▶ **What is being asked**:
Your task is to print, exactly and only, the lines from the start of the entries below through the line with "filter:drop-shadow(0 0 1px". Include both ends, but skip the pictures.

Collected data

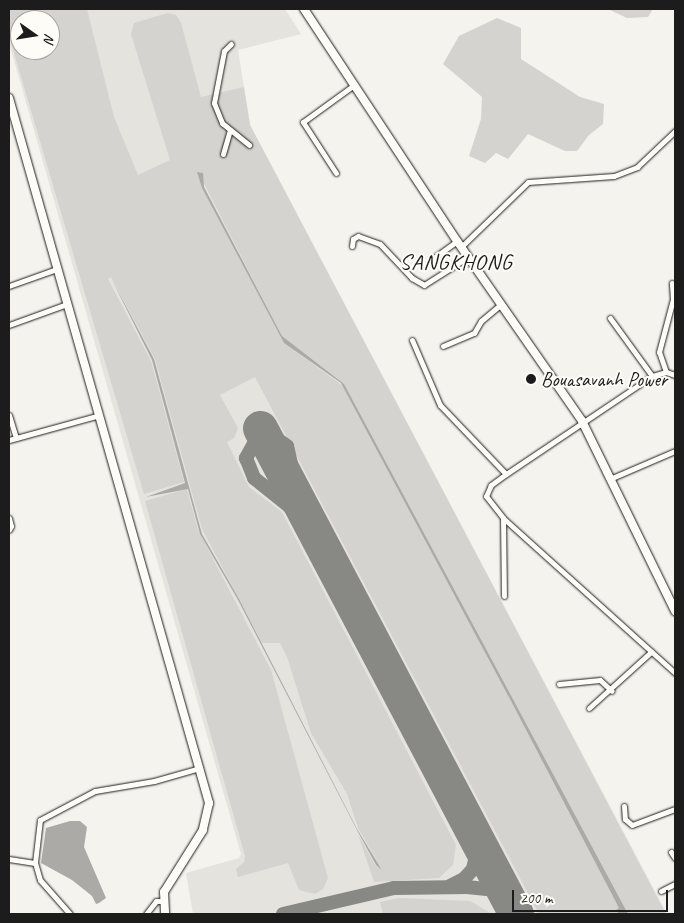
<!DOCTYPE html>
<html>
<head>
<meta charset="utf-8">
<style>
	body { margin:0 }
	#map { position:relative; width:684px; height:923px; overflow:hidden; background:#f4f3ee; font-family:Caveat,sans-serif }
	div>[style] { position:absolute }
	.built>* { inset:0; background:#e4e3de }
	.green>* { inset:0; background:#d4d3cf }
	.water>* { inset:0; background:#abaaa6 }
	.taxiway>* { height:14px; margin:-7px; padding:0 7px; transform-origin:7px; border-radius:7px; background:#888885 }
	.runway>* { height:35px; margin:-17.5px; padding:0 17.5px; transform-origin:17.5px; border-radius:17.5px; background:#888885 }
	.roads { filter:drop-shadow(0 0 1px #1c1c1c) drop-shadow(0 0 1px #1c1c1c) }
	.street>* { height:5px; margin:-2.5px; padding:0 2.5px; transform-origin:2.5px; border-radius:2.5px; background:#fdfcf7 }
	.secondary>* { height:8px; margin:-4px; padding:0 4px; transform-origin:4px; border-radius:4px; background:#fdfcf7 }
	.dots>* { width:14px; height:14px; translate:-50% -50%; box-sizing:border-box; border:2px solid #fdfcf7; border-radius:50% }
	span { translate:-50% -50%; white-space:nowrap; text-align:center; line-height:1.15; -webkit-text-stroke:4px #fdfcf7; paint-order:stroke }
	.poi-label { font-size:20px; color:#1c1c1c }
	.left { translate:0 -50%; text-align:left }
	.quarter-label { font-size:22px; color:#1c1c1c; letter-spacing:1px }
	.frame { position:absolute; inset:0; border:10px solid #1c1c1c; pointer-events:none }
	.north { position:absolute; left:10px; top:10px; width:50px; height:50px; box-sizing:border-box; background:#fdfcf7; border:1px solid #a3a29f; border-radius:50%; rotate:103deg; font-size:14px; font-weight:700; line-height:20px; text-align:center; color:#1c1c1c }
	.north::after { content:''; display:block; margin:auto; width:18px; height:22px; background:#1c1c1c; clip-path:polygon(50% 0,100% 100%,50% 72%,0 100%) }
	.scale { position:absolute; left:512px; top:890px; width:156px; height:22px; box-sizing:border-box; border:2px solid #1c1c1c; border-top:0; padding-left:6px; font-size:15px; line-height:18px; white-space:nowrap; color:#1c1c1c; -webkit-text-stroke:4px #fdfcf7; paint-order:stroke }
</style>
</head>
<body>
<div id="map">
	<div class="built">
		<i style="clip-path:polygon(evenodd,9px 9px,285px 9px,301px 34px,238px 50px,250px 125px,667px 914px,193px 914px,186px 873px,239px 858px,241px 854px,9px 43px,9px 9px,20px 20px,50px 20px,50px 50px,20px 50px,20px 20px)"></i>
	</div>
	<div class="green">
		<i style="clip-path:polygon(evenodd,9px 9px,87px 9px,114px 117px,138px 175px,170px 160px,131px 34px,134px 23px,168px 13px,176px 15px,181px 23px,201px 97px,244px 87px,250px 125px,666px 914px,628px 914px,621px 906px,344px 384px,282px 336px,198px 172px,202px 188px,284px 343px,343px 386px,511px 701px,619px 908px,619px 914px,539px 914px,255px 377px,220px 395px,238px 428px,234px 438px,227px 442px,249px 487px,282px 512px,456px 845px,453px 865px,439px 878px,374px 882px,358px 834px,375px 865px,382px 869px,358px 828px,347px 794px,311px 733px,287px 657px,280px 643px,262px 643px,202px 529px,155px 359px,111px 277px,108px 279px,151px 361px,184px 482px,144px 494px,9px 36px,9px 9px,20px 20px,50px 20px,50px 50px,20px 50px,20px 20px)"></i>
		<i style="clip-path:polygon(608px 9px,653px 9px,648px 17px,627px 18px)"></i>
		<i style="clip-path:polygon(497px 18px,521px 28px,521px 59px,580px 97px,604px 104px,603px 124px,589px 135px,577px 151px,565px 151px,528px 134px,508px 159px,496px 153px,485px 163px,469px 156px,481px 119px,482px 97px,443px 64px,459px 36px)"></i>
		<i style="clip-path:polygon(187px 489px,198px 530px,271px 670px,328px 878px,323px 889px,315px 894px,299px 890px,288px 863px,238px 877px,236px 869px,244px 862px,245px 856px,145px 501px)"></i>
		<i style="clip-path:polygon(399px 898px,470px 901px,492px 914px,383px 914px,380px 902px)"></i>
	</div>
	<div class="water">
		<i style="clip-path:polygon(197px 172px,203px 173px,204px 187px,282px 336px,344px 384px,628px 914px,619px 914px,616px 910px,619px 908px,511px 701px,341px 383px,284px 343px,202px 188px)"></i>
		<i style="clip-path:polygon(111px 278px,154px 359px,202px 534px,239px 599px,357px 829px,382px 870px,376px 865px,358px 832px,238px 600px,200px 534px,188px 489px,146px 497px,185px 483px,152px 360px)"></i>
		<i style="clip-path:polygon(70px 821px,80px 821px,87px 827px,84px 847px,106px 898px,99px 903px,96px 904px,92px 896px,72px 880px,41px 863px,46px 828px)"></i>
	</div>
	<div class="taxiway">
		<i style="left:300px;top:504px;width:59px;rotate:-102.6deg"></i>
		<i style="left:287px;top:446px;width:16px;rotate:-145deg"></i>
		<i style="left:274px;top:437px;width:18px;rotate:171deg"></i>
		<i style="left:256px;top:440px;width:21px;rotate:119deg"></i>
		<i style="left:246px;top:458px;width:22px;rotate:68deg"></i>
		<i style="left:254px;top:478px;width:65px;rotate:38.8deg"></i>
		<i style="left:305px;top:519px;width:19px;rotate:54deg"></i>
		<i style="left:450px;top:886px;width:16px;rotate:-27deg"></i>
		<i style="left:464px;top:879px;width:13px;rotate:-48deg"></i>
		<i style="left:473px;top:869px;width:27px;rotate:-77deg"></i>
		<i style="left:283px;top:914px;width:114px;rotate:-13.2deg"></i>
		<i style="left:394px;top:888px;width:73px;rotate:-0.8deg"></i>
		<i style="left:467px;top:887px;width:37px;rotate:6deg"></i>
	</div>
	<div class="runway">
		<i style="left:260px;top:428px;width:549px;rotate:62.22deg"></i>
	</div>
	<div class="roads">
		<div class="street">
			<i style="left:231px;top:44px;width:10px;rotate:135deg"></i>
			<i style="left:224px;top:51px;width:53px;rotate:100.9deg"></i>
			<i style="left:214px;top:103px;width:22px;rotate:68deg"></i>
			<i style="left:222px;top:123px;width:35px;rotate:39deg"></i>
			<i style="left:223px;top:154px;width:25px;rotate:-74deg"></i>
			<i style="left:336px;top:173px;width:61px;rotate:-122.9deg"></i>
			<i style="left:303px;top:122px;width:63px;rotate:-36deg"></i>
			<i style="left:352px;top:246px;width:7px;rotate:-82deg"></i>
			<i style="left:353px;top:239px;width:6px;rotate:-31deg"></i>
			<i style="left:358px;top:236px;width:23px;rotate:20deg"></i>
			<i style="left:380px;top:244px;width:47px;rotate:46.7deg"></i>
			<i style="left:412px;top:278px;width:14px;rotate:30deg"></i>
			<i style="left:424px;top:285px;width:52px;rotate:-32.5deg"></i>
			<i style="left:461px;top:247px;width:93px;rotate:-44.1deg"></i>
			<i style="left:528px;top:182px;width:86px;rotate:-4deg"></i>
			<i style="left:614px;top:176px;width:25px;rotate:-21deg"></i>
			<i style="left:637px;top:167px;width:52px;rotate:-43.5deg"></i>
			<i style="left:435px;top:257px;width:27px;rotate:-36deg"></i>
			<i style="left:9px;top:286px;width:51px;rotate:-19.5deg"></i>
			<i style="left:610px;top:318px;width:72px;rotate:54.1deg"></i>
			<i style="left:9px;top:325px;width:62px;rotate:-19.9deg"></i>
			<i style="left:412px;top:340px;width:71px;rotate:66.7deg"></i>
			<i style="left:440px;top:405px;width:95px;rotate:46.3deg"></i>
			<i style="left:443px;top:346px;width:34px;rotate:-23deg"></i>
			<i style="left:474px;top:333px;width:14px;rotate:-60deg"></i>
			<i style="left:481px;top:321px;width:26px;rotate:-40deg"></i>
			<i style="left:666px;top:372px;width:21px;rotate:-109deg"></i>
			<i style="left:659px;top:352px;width:55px;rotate:-75.2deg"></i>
			<i style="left:673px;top:299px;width:16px;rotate:-94deg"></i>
			<i style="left:675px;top:375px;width:9px;rotate:-162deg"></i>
			<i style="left:666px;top:372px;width:15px;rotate:164deg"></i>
			<i style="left:652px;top:376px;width:176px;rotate:146.1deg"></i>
			<i style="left:506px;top:474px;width:19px;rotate:144deg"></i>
			<i style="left:491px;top:485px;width:12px;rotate:114deg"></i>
			<i style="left:486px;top:496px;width:28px;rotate:52deg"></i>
			<i style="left:503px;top:518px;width:232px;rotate:42deg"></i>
			<i style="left:9px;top:415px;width:24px;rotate:73deg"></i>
			<i style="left:9px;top:440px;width:90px;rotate:-15.4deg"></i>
			<i style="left:612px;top:478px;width:69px;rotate:-23.2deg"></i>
			<i style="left:9px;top:518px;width:8px;rotate:76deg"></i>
			<i style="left:11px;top:526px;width:4px;rotate:117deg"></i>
			<i style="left:503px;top:518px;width:78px;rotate:89.3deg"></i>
			<i style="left:559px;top:684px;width:41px;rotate:-5.6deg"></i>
			<i style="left:600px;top:680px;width:16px;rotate:43deg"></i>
			<i style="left:589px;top:708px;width:84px;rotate:-42.1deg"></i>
			<i style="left:624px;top:806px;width:13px;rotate:86deg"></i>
			<i style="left:625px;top:819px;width:9px;rotate:41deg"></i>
			<i style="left:632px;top:825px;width:46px;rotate:-20.4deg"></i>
			<i style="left:671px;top:852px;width:7px;rotate:56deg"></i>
			<i style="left:9px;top:859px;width:26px;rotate:9deg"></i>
			<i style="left:661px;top:891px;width:16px;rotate:-27deg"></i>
			<i style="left:70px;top:914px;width:45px;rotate:-131.4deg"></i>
			<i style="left:40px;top:880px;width:18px;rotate:-106deg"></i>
			<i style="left:35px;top:863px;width:43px;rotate:-83.4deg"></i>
			<i style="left:40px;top:820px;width:62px;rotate:-27.8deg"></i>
			<i style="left:95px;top:791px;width:60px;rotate:-9.6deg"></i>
			<i style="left:154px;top:781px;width:48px;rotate:-15.8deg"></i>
			<i style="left:146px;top:914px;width:16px;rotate:-52deg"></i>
			<i style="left:156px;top:901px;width:6px"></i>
		</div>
		<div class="secondary">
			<i style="left:304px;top:9px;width:278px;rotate:56.6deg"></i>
			<i style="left:457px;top:241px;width:219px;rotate:55.2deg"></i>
			<i style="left:582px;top:421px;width:212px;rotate:63.9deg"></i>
			<i style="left:9px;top:98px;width:733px;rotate:74.16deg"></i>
			<i style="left:209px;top:803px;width:28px;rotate:103deg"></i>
			<i style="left:203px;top:830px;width:73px;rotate:122.2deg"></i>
			<i style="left:164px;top:892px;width:22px;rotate:87deg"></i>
		</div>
	</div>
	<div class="dots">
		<i style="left:531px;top:379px;background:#1c1c1c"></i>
	</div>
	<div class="poi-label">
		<span class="left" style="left:541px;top:379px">Bouasavanh Power</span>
	</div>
	<div class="quarter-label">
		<span style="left:456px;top:263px">SANGKHONG</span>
	</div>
	<div class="frame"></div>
	<div class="north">N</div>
	<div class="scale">200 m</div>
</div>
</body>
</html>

▶ **Response area**:
<!DOCTYPE html>
<html>
<head>
<meta charset="utf-8">
<style>
	body { margin:0 }
	#map { position:relative; width:684px; height:923px; overflow:hidden; background:#f4f3ee; font-family:Caveat,sans-serif }
	div>[style] { position:absolute }
	.built>* { inset:0; background:#e4e3de }
	.green>* { inset:0; background:#d4d3cf }
	.water>* { inset:0; background:#abaaa6 }
	.taxiway>* { height:14px; margin:-7px; padding:0 7px; transform-origin:7px; border-radius:7px; background:#888885 }
	.runway>* { height:35px; margin:-17.5px; padding:0 17.5px; transform-origin:17.5px; border-radius:17.5px; background:#888885 }
	.roads { filter:drop-shadow(0 0 1px #1c1c1c) drop-shadow(0 0 1px #1c1c1c) }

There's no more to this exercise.